### TO DO
Repeat exactly the lines running from the first line of the data to the line containing "M2361,224L2371,277L2273,296L2263,243Z", both ends included, and nothing else; drop the pictures.

======== RECORDS SHOWN

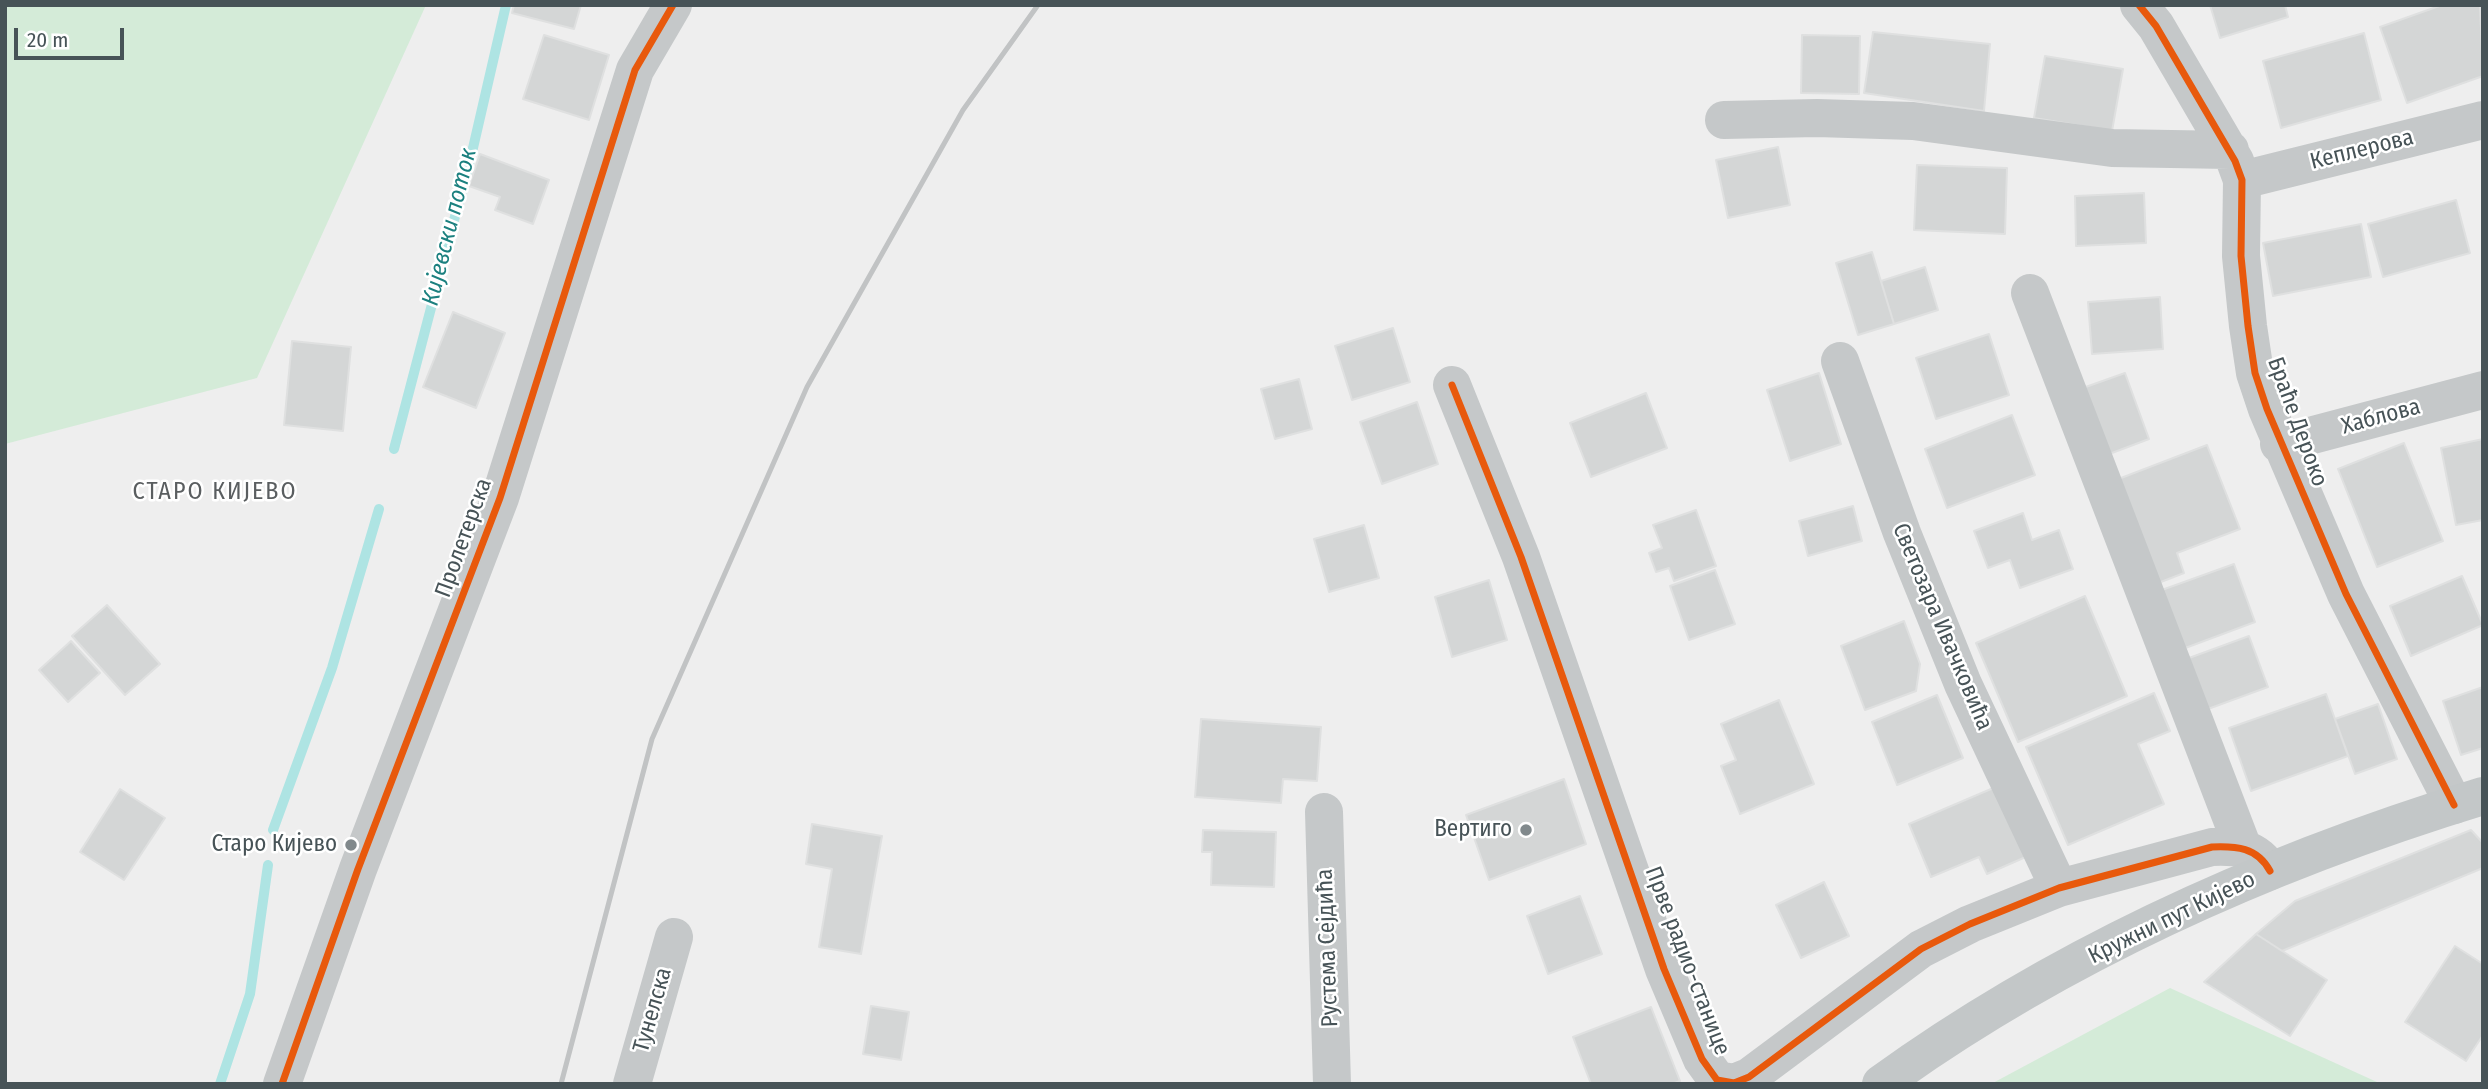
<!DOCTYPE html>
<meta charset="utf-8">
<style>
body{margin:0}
#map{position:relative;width:2488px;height:1089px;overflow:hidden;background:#eee;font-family:"Fira Sans Condensed",sans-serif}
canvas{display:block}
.frame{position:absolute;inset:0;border:7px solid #475357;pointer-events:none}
.scale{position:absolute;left:14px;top:28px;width:110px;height:32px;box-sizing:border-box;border:4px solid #475357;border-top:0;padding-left:9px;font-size:21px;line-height:24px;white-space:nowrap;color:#475357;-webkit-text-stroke:5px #fff;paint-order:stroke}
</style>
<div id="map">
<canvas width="2488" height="1089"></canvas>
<div class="frame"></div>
<div class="scale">20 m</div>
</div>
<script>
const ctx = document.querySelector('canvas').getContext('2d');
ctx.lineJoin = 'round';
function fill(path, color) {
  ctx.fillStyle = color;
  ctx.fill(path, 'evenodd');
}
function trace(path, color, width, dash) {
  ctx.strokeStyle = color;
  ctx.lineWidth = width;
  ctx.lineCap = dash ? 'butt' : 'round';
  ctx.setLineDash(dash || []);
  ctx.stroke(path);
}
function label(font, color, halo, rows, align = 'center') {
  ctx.font = font + ' "Fira Sans Condensed",sans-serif';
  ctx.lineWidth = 5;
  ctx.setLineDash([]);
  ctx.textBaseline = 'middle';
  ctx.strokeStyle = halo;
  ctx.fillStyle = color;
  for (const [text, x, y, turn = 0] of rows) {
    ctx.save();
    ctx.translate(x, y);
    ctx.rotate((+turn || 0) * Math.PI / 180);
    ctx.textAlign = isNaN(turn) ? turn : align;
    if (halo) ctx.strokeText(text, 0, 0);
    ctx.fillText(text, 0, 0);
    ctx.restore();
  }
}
fill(new Path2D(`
 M5,5H426L257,378L5,444Z
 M2170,988L2377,1082L2381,1084H1991Z`), '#d4ebd8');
trace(new Path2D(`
 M394,449L473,148L506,5
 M273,830L332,668L379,509
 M220,1084L250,994L268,865`), '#aee4e3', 10);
const building = new Path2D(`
 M514,5H581L574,29L512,13Z
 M2210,5H2285L2288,17L2220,38Z
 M2442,5H2480L2483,76L2407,103L2380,27Z
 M1873,32L1990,44L1984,111L1864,93Z
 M2364,33L2381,100L2281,128L2263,61Z
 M544,35L609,55L589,120L523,99Z
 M1802,35L1860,36L1859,94L1801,93Z
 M2045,56L2123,69L2112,131L2034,118Z
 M1778,147L1790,205L1728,218L1716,160Z
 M480,154L549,180L533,224L495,210L500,197L469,186Z
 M1917,165L2007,168L2005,234L1914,230Z
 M2144,193L2146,243L2076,246L2075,196Z
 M2456,200L2470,253L2383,277L2368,224Z
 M2361,224L2371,277L2273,296L2263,243Z
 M1872,252L1894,324L1858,335L1836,263Z
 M1925,267L1938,310L1894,324L1881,281Z
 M2160,297L2163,349L2092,354L2088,302Z
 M453,312L505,333L476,408L423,387Z
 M1393,328L1410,382L1352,400L1335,346Z
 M1989,334L2009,395L1936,419L1916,358Z
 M292,341L351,347L343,431L284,425Z
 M1819,373L1841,444L1790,461L1767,390Z
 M2125,373L2149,439L2104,456L2080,389Z
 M1299,379L1312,429L1275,439L1261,389Z
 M1646,393L1667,448L1591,477L1570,423Z
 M1417,402L1438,464L1382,484L1360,422Z
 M2012,415L2035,475L1947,508L1925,449Z
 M2483,439V520L2456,525L2441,448Z
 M2404,443L2443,541L2377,567L2338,469Z
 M2207,445L2240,529L2177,553L2184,573L2148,587L2108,483Z
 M1853,506L1862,541L1808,556L1799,521Z
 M1696,510L1716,566L1674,581L1669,568L1656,572L1649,553L1662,548L1653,525Z
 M2023,513L2032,540L2059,530L2073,569L2020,588L2010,560L1988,568L1974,531Z
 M1364,525L1379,578L1329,592L1314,539Z
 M2234,564L2255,622L2180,650L2159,591Z
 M1715,570L1735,624L1689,640L1670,586Z
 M2462,576L2483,625L2411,656L2390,606Z
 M1489,580L1507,640L1452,657L1435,597Z
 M2085,596L2127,696L2018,742L1976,643Z
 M107,605L160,664L125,695L72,636Z
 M1904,621L1920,664L1916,691L1865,710L1841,646Z
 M2249,636L2268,687L2208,709L2189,658Z
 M71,641L100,673L68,702L39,670Z
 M2483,687V748L2461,755L2443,701Z
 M2154,693L2170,731L2138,744L2164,804L2068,845L2026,747Z
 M2326,694L2348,756L2251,791L2229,728Z
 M1937,695L1963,758L1897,785L1872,722Z
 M1779,700L1814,784L1740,814L1721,766L1736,760L1721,724Z
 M2378,704L2397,759L2355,774L2335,719Z
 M1201,719L1321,727L1317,781L1283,779L1281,803L1195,797Z
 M1564,779L1586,844L1489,880L1466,815Z
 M1998,786L2028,856L1987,874L1979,857L1931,877L1909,824Z
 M120,789L165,818L124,880L80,852Z
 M812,824L882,836L861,954L819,947L832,869L806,864Z
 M1203,830L1276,832L1274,887L1211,885L1212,852H1202Z
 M2471,830L2483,843V868L2282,951L2256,934L2295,901Z
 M1824,882L1849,936L1801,958L1776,905Z
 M1580,896L1602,954L1548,974L1527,916Z
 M2256,934L2327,980L2290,1036L2204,982Z
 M2455,946L2483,964V1035L2466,1061L2405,1022Z
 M871,1006L909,1012L901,1060L863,1054Z
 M1651,1007L1680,1081L1672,1084H1591L1573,1037Z`);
fill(building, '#d4d6d6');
trace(building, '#dfe0e0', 2);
trace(new Path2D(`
 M2139,5L2156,26L2235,161L2242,180L2241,256L2248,326L2255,373L2267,409L2346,594L2454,805
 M1724,120L1817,118L1913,121L2112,148L2230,150
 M2242,180L2483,120
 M2030,293L2243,848
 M1840,361L1902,533L1963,684L2059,888
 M1452,385L1521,557L1664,969L1702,1059L1717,1080L1734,1083L1749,1077L1921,949L1970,924L2059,888L2212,847C2236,846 2257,847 2270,871
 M2279,444L2483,390
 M1324,812L1332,1084
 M282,1084L358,869L500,498L635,70L673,5
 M632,1084L674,937`), '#c5c8c9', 38);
trace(new Path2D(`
 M1881,1084C2062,953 2270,861 2483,796`), '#c3c7c8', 38);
trace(new Path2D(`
 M561,1084L652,739L807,387L963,110L1038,5`), '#c1c3c4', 5);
trace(new Path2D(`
 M2139,5L2156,26L2235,161L2242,180L2241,256L2248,326L2255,373L2267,409L2346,594L2454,805
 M1452,385L1521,557L1664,969L1702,1059L1717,1080L1734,1083L1749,1077L1921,949L1970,924L2059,888L2212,847C2236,846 2257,847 2270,871
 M282,1084L358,869L500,498L635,70L673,5`), '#e8590c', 7);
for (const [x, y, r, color] of [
 [1526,830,7,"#81898c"],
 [351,845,7,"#81898c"]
]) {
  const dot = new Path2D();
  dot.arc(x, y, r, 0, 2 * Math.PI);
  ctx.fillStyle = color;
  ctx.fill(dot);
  trace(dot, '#fff', 2.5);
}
label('23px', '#475357', '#fff', [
 ["Кеплерова",2362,150,-14],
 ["Хаблова",2381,417,-15],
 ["Браће Дероко",2297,422,70],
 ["Пролетерска",464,538,-70],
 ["Светозара Ивачковића",1942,627,67],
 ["Кружни пут Кијево",2172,918,-26],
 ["Рустема Сејдића",1328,948,-92],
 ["Прве радио-станице",1687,961,69],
 ["Тунелска",653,1010,-74]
]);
label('23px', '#475357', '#fff', [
 ["Вертиго",1512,830],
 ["Старо Кијево",337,845]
], 'right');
label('italic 24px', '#1b807f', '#fff', [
 ["Кијевски поток",450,227,-76]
]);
ctx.letterSpacing = '2px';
label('24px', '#5a5e60', '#fff', [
 ["СТАРО КИЈЕВО",215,492]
]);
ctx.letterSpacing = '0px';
</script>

================

### EXPECTED OUTPUT
<!DOCTYPE html>
<meta charset="utf-8">
<style>
body{margin:0}
#map{position:relative;width:2488px;height:1089px;overflow:hidden;background:#eee;font-family:"Fira Sans Condensed",sans-serif}
canvas{display:block}
.frame{position:absolute;inset:0;border:7px solid #475357;pointer-events:none}
.scale{position:absolute;left:14px;top:28px;width:110px;height:32px;box-sizing:border-box;border:4px solid #475357;border-top:0;padding-left:9px;font-size:21px;line-height:24px;white-space:nowrap;color:#475357;-webkit-text-stroke:5px #fff;paint-order:stroke}
</style>
<div id="map">
<canvas width="2488" height="1089"></canvas>
<div class="frame"></div>
<div class="scale">20 m</div>
</div>
<script>
const ctx = document.querySelector('canvas').getContext('2d');
ctx.lineJoin = 'round';
function fill(path, color) {
  ctx.fillStyle = color;
  ctx.fill(path, 'evenodd');
}
function trace(path, color, width, dash) {
  ctx.strokeStyle = color;
  ctx.lineWidth = width;
  ctx.lineCap = dash ? 'butt' : 'round';
  ctx.setLineDash(dash || []);
  ctx.stroke(path);
}
function label(font, color, halo, rows, align = 'center') {
  ctx.font = font + ' "Fira Sans Condensed",sans-serif';
  ctx.lineWidth = 5;
  ctx.setLineDash([]);
  ctx.textBaseline = 'middle';
  ctx.strokeStyle = halo;
  ctx.fillStyle = color;
  for (const [text, x, y, turn = 0] of rows) {
    ctx.save();
    ctx.translate(x, y);
    ctx.rotate((+turn || 0) * Math.PI / 180);
    ctx.textAlign = isNaN(turn) ? turn : align;
    if (halo) ctx.strokeText(text, 0, 0);
    ctx.fillText(text, 0, 0);
    ctx.restore();
  }
}
fill(new Path2D(`
 M5,5H426L257,378L5,444Z
 M2170,988L2377,1082L2381,1084H1991Z`), '#d4ebd8');
trace(new Path2D(`
 M394,449L473,148L506,5
 M273,830L332,668L379,509
 M220,1084L250,994L268,865`), '#aee4e3', 10);
const building = new Path2D(`
 M514,5H581L574,29L512,13Z
 M2210,5H2285L2288,17L2220,38Z
 M2442,5H2480L2483,76L2407,103L2380,27Z
 M1873,32L1990,44L1984,111L1864,93Z
 M2364,33L2381,100L2281,128L2263,61Z
 M544,35L609,55L589,120L523,99Z
 M1802,35L1860,36L1859,94L1801,93Z
 M2045,56L2123,69L2112,131L2034,118Z
 M1778,147L1790,205L1728,218L1716,160Z
 M480,154L549,180L533,224L495,210L500,197L469,186Z
 M1917,165L2007,168L2005,234L1914,230Z
 M2144,193L2146,243L2076,246L2075,196Z
 M2456,200L2470,253L2383,277L2368,224Z
 M2361,224L2371,277L2273,296L2263,243Z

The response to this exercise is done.